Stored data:
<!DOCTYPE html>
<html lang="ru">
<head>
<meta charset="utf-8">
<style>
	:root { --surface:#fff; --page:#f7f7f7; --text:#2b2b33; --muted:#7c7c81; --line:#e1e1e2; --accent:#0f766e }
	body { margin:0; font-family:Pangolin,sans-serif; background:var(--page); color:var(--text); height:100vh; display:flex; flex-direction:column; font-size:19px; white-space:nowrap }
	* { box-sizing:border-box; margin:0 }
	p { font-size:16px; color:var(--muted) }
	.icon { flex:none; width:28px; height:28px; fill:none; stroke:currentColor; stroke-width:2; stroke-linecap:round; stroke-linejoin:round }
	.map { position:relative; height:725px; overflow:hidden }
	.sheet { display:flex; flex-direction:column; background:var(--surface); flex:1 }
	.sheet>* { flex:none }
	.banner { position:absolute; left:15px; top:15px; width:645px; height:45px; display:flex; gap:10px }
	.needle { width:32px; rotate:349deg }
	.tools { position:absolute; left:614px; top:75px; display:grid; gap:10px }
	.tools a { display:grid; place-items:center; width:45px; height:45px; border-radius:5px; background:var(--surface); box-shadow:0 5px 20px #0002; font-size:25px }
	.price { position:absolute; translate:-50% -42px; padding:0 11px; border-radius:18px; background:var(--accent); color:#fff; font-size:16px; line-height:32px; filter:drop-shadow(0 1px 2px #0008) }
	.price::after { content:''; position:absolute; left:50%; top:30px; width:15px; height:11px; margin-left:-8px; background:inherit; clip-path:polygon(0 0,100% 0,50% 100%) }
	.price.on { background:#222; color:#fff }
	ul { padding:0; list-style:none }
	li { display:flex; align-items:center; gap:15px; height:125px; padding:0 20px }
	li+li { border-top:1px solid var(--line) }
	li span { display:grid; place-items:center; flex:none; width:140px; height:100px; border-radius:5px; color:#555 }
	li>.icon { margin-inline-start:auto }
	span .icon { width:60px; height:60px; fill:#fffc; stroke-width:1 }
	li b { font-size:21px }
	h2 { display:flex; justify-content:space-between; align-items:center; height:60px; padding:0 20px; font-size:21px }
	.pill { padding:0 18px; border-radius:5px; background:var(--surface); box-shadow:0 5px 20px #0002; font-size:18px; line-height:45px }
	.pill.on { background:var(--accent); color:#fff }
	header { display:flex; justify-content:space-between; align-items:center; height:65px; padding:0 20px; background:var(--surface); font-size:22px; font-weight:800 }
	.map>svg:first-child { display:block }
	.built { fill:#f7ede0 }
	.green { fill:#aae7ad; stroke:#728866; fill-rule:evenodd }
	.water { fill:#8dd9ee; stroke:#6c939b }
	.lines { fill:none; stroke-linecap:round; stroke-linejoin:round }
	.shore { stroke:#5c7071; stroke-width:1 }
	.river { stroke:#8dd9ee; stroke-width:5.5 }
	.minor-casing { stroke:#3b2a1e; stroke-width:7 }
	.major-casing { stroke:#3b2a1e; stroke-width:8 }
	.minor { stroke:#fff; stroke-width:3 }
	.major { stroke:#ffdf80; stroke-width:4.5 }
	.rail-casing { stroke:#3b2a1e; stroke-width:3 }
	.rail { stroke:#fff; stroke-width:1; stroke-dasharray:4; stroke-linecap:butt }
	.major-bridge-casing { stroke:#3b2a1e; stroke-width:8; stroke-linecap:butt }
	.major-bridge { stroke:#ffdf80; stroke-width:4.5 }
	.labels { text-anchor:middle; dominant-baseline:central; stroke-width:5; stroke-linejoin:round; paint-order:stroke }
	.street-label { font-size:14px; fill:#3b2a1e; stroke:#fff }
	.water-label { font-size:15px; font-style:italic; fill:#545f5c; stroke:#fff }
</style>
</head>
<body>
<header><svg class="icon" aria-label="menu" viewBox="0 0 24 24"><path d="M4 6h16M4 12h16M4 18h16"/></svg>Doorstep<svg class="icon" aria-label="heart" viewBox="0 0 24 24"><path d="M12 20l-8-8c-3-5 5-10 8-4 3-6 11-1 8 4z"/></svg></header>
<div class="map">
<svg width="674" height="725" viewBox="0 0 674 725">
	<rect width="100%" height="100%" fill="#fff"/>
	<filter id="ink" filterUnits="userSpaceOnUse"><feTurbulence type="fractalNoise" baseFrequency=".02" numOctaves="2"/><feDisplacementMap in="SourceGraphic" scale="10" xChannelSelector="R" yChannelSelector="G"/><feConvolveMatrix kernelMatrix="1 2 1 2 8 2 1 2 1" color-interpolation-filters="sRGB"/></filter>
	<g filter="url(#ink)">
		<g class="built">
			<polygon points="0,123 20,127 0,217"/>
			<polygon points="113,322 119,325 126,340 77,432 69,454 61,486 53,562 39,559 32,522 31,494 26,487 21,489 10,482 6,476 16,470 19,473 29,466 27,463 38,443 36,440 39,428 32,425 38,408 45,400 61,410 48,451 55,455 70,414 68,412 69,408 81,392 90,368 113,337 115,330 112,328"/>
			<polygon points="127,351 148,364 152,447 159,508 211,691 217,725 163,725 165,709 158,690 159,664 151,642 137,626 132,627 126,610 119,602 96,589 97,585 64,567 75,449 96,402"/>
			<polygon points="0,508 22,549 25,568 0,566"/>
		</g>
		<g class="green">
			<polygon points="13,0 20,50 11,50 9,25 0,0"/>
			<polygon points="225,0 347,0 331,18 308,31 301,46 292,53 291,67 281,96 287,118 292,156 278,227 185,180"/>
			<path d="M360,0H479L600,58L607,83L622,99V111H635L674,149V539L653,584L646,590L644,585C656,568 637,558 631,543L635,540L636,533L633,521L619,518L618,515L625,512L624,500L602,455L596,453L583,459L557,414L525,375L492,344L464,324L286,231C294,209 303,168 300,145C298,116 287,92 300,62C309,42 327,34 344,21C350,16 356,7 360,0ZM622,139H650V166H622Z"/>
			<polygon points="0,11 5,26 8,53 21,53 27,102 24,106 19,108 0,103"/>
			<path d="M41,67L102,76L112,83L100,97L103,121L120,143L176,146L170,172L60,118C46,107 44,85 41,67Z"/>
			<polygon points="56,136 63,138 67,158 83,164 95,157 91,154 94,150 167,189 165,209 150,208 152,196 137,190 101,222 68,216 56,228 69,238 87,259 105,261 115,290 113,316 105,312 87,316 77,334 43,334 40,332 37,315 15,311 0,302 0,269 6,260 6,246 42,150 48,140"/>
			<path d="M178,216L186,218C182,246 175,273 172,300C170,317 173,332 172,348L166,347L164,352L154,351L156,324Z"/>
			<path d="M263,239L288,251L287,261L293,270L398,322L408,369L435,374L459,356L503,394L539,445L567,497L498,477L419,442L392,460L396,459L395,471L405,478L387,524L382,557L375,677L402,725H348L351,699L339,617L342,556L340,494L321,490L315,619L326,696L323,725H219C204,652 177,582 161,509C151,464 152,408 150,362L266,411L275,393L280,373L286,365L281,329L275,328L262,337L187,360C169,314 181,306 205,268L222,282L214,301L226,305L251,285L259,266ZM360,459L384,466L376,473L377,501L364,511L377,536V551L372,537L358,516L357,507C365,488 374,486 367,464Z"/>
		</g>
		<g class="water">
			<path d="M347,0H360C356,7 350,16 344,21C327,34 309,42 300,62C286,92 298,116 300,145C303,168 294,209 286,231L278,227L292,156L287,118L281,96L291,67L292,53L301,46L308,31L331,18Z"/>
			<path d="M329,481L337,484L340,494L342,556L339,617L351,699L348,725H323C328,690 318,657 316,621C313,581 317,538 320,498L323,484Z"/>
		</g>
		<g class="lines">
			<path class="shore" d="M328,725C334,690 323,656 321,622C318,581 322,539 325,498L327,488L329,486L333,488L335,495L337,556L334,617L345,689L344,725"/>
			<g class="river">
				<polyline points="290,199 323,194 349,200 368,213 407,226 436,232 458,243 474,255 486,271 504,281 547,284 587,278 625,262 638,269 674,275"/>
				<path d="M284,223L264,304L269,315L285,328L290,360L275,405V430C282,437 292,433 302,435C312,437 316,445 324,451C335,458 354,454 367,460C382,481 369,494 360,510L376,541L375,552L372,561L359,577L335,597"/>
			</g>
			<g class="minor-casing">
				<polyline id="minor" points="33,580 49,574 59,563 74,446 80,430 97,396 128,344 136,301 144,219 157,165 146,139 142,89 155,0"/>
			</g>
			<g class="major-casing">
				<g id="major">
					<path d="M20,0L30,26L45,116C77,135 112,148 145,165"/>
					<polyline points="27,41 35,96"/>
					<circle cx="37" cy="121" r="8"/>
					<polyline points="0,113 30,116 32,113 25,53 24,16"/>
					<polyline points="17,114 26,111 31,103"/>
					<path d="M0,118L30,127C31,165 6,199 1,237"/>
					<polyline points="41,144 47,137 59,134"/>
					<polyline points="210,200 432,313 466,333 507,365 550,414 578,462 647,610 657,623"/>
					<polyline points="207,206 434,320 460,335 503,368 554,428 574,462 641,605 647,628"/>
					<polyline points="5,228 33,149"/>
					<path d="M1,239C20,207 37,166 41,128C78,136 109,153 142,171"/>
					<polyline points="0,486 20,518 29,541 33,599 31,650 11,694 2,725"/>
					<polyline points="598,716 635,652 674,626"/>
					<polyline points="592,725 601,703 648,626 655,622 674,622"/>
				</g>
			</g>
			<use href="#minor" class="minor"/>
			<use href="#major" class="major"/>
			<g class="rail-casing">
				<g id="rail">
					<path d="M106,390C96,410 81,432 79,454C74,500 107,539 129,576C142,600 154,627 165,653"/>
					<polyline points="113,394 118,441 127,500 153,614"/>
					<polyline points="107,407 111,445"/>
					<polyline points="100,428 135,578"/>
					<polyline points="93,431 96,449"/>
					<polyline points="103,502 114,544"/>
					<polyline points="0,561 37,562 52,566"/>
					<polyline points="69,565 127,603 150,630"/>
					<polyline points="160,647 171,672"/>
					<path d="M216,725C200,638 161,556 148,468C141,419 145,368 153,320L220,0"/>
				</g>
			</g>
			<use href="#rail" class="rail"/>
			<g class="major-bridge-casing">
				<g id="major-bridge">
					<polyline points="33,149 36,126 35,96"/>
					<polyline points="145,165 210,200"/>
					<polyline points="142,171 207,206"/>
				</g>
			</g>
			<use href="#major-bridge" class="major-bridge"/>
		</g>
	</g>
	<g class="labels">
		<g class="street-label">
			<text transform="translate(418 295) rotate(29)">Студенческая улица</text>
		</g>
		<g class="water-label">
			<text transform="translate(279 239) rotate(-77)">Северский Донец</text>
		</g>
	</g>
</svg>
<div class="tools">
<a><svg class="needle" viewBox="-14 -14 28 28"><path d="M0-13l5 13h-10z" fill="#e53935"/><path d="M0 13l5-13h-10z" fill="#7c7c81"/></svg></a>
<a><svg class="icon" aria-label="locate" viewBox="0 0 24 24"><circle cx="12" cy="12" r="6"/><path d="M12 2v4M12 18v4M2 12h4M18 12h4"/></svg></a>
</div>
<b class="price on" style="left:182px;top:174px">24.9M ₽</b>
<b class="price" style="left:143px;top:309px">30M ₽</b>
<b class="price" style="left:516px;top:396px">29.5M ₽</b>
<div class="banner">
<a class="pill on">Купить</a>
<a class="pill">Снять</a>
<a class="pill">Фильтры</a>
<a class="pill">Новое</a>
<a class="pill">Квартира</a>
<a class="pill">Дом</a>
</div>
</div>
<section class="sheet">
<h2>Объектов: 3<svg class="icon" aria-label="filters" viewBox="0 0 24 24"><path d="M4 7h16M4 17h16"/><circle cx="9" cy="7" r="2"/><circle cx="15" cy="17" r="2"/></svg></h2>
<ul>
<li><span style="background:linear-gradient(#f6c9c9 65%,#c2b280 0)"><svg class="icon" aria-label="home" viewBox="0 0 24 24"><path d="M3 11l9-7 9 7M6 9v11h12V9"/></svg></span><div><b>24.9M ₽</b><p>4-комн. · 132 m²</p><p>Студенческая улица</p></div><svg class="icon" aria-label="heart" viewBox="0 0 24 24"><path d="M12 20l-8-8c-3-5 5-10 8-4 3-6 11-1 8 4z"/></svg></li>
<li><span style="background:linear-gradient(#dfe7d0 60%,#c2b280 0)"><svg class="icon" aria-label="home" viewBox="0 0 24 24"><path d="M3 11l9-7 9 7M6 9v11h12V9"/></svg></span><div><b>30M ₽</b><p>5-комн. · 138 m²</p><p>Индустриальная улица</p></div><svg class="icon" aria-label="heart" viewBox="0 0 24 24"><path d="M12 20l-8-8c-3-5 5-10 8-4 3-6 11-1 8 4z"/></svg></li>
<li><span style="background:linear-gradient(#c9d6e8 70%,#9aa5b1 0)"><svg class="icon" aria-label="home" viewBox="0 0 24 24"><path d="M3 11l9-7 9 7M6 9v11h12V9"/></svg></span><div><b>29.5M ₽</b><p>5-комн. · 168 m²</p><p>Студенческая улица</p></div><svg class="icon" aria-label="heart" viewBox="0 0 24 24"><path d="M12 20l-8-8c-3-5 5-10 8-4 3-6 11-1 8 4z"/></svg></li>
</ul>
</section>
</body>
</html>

What to do:
Return the span of lines in the data above that opens at the line with "position:absolute; left:614px; top:75px;" and closes at the line with "display:grid; place-items:center; width:45px;", exactly, ends included, nothing else.

Expected answer:
	.tools { position:absolute; left:614px; top:75px; display:grid; gap:10px }
	.tools a { display:grid; place-items:center; width:45px; height:45px; border-radius:5px; background:var(--surface); box-shadow:0 5px 20px #0002; font-size:25px }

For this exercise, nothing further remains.